NYAGV Commentary Piece.

Economic growth and public safety — both are top priorities for state lawmakers. They should go hand-in-hand, but in the case of gun manufacturing in New York, it’s more like one at the expense of the other.

The state’s publicly funded economic development agencies, like the Empire State Development Corp., are designed to support economic growth in New York through grants using taxpayer dollars. The problem is that since 1999 more than $11.4 million has been given away to two New York gun manufacturers — Remington and Kimber — to create a few hundred jobs and make a product that is killing thousands of New Yorkers.

Over the same 13-year period, more than 13,000 New Yorkers were killed by guns and more than 30,000 were injured by guns. These 43,000 New Yorkers cost the state millions of dollars every year in unpaid medical expenses, police investigation costs, lost wages and tax revenue, and other services necessary to repair the damages.

Every gun crime imposes a crushing financial burden on New York taxpayers and is a huge drain on human and economic resources in communities already facing serious budget crises. This doesn’t even account for how families continue to suffer long after Remington and Kimber’s guns leave the assembly line.

Given the statistics about gun violence and the fact that manufacturers are taking public monies, shouldn’t the gun industry support common sense measures to help law enforcement officials catch violent criminals?

If only that were the case.

Victims and more than 80 police departments from across New York have pleaded with the gun industry and state government to give the police a new tool called microstamping — aka DNA for guns — to help law enforcement catch violent criminals. Microstamping imprints a unique alpha-numeric code on a shell casing each time a semiautomatic handgun is fired, which would help police identify the gun’s first purchaser and begin the investigation process. Microstamping is not a panacea, but since 40 percent of homicides remain unsolved nationally, it’s a tool law enforcement needs.

Given that microstamping will not be implemented unless it costs $12 or less per gun and that the average price for a new semiautomatic handgun is nearly $750, gun manufacturers can no longer claim cost as an impediment.

But when crime victims and law enforcement officials ask the gun industry to support microstamping to help solve gun crimes, Remington and Kimber have one resounding answer: NO.

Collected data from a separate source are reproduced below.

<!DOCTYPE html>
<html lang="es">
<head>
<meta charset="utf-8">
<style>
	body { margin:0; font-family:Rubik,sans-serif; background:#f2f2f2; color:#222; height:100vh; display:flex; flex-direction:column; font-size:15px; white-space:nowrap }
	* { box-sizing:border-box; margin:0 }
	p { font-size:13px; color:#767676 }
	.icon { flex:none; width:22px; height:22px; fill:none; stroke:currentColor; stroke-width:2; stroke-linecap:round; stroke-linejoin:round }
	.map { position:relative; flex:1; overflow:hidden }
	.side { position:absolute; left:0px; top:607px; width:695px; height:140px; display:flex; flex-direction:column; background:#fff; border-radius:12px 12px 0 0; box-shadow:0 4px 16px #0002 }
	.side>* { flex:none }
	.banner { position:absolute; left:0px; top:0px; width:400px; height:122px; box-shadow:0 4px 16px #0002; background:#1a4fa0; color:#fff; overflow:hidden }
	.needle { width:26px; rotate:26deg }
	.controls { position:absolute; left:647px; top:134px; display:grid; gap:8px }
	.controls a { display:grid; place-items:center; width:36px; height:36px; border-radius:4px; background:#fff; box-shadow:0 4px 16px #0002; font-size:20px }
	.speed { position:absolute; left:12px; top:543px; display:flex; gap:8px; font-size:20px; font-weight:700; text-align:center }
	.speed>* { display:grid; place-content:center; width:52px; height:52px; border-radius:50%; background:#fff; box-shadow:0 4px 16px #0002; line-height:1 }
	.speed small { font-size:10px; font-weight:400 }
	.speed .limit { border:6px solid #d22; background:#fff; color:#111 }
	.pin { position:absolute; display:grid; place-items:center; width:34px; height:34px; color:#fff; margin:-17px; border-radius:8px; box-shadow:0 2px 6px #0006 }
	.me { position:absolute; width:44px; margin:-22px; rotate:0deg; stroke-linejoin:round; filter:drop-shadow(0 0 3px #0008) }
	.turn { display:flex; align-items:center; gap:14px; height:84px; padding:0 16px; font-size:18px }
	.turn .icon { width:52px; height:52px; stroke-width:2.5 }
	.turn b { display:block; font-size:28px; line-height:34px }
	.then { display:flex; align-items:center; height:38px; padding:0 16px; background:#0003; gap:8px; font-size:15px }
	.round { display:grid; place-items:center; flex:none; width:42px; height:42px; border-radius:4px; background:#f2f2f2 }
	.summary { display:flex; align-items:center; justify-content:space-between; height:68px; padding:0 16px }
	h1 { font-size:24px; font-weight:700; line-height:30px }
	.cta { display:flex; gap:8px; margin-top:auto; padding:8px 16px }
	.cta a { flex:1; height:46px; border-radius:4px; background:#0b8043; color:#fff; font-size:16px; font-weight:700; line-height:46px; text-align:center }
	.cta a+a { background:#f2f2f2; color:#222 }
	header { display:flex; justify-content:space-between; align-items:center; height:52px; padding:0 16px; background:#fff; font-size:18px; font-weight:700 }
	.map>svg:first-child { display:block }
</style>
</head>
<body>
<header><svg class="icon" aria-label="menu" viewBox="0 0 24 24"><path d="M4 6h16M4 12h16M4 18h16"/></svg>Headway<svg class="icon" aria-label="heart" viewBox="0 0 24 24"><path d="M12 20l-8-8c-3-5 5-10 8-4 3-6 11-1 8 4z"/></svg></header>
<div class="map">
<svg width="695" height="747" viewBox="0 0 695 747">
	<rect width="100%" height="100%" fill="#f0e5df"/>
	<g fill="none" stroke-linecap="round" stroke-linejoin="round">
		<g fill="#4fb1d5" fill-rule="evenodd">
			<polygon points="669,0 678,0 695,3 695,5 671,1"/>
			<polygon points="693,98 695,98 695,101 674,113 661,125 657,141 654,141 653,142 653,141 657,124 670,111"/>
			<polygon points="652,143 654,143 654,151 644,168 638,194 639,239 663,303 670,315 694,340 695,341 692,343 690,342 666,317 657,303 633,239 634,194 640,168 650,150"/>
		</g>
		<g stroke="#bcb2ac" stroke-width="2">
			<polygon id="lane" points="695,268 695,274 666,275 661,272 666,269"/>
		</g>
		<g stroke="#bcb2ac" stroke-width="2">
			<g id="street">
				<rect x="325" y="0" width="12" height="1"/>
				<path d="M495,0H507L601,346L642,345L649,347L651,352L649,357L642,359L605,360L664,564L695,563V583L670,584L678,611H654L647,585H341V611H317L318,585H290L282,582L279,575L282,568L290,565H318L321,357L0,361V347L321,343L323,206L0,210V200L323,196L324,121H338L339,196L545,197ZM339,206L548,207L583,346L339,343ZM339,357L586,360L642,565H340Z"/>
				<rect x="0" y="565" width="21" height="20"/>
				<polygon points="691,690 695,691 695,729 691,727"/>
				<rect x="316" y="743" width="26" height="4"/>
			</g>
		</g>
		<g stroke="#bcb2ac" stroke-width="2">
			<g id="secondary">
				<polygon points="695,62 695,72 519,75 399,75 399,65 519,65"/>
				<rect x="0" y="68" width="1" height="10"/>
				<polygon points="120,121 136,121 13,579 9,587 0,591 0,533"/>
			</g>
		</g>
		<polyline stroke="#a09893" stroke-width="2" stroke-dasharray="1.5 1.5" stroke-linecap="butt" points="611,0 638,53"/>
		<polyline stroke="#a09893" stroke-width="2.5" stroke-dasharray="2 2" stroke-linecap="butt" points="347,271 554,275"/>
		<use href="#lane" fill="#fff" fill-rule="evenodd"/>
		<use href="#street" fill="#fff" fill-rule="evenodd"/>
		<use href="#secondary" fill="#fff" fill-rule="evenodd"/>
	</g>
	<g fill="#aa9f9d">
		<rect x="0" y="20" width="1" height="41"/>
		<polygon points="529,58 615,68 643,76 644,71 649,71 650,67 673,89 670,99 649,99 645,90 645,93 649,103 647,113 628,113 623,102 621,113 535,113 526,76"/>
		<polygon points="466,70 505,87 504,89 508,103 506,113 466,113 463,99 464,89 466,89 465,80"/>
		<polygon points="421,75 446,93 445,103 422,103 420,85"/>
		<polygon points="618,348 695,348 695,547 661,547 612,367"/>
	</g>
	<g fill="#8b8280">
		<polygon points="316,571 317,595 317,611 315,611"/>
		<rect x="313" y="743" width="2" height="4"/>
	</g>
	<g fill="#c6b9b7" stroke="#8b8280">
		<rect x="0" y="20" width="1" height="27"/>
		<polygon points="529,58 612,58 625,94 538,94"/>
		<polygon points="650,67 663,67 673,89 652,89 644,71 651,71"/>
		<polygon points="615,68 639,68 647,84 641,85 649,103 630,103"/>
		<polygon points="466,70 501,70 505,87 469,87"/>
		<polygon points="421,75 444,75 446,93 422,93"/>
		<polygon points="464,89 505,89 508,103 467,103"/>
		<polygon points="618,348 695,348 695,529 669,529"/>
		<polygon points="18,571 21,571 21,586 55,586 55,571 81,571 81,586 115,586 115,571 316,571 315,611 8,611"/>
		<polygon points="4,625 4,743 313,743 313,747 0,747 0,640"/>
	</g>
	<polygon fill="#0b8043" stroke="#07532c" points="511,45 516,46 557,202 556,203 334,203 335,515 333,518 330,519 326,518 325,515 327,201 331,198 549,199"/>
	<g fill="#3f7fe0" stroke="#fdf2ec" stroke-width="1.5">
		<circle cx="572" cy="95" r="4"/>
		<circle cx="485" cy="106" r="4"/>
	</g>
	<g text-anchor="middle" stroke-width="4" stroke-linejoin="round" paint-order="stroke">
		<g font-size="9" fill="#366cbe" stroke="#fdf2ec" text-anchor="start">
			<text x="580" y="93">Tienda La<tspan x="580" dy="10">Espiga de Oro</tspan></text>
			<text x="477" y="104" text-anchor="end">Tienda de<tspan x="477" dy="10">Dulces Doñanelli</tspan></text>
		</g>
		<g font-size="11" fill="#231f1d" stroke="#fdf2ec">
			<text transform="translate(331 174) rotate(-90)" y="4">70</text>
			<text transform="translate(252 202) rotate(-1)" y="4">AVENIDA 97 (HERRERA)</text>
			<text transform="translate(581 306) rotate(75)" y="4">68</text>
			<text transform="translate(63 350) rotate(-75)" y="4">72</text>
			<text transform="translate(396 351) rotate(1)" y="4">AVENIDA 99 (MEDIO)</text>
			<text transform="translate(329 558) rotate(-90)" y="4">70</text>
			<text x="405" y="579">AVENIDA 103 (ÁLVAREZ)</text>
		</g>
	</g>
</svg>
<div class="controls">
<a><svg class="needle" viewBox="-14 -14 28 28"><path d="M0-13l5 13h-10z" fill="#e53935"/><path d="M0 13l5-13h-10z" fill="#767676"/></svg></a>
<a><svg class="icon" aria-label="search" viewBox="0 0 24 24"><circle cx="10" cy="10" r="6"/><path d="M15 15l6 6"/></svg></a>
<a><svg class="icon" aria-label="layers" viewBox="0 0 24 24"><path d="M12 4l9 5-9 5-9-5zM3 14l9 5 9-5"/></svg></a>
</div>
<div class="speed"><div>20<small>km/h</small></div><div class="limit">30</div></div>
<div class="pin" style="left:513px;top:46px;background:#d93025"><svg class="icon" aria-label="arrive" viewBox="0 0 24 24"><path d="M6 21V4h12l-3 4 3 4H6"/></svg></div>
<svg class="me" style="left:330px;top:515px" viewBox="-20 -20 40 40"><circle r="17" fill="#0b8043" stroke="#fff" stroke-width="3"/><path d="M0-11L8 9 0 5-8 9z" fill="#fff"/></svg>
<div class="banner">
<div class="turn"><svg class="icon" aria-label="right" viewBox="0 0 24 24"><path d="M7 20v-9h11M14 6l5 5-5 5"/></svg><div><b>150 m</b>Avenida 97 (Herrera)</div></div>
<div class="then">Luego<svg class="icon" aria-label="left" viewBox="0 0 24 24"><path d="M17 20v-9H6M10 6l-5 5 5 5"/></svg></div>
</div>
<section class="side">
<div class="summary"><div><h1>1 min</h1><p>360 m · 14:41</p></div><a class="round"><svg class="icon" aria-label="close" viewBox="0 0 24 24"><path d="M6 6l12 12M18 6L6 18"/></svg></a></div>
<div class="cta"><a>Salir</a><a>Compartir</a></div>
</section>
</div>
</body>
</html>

New York taxpayers deserve more from the gun industry supported by our tax dollars than a blanket refusal to help police get violent criminals off our streets. Our money should not be given to the gun industry when the damage caused by its product, and its refusal to improve public safety, far outweigh any benefit gained by New York state taxpayers.

Adding insult to injury, the most recent state grant to Remington is the definition of a sweetheart deal. Since 2010, Economic Development Fund grants have paid for an average of 10 percent of the overall project cost for which the awarded company is applying. Remington’s grant paid for a whopping 28 percent of Remington’s $5.9 million factory expansion project. When all other public funds are accounted for, New York taxpayers footed the bill for 44 percent of Remington’s project.

ESDC and other government funding sources focus on the economic well being of New York — but they got it all wrong in supporting Remington and Kimber while the industry refuses to help solve critical safety and crime problems. Simply put, this was a bad deal for New York.

In his 2010 campaign for governor, and earlier as the state’s attorney general, Andrew Cuomo was unequivocal in his support for microstamping as a way to keep New York communities safe. He needs to follow through on his pledge to pass microstamping for all new semiautomatic handguns produced or sold in New York.

Microstamping would help police get criminals off the street, making communities across the state safer and better places for businesses to grow, employ residents and build a better New York. That’s good for economic growth and for public safety — at the same time.

Jackie Hilly is the executive director of New Yorkers Against Gun Violence.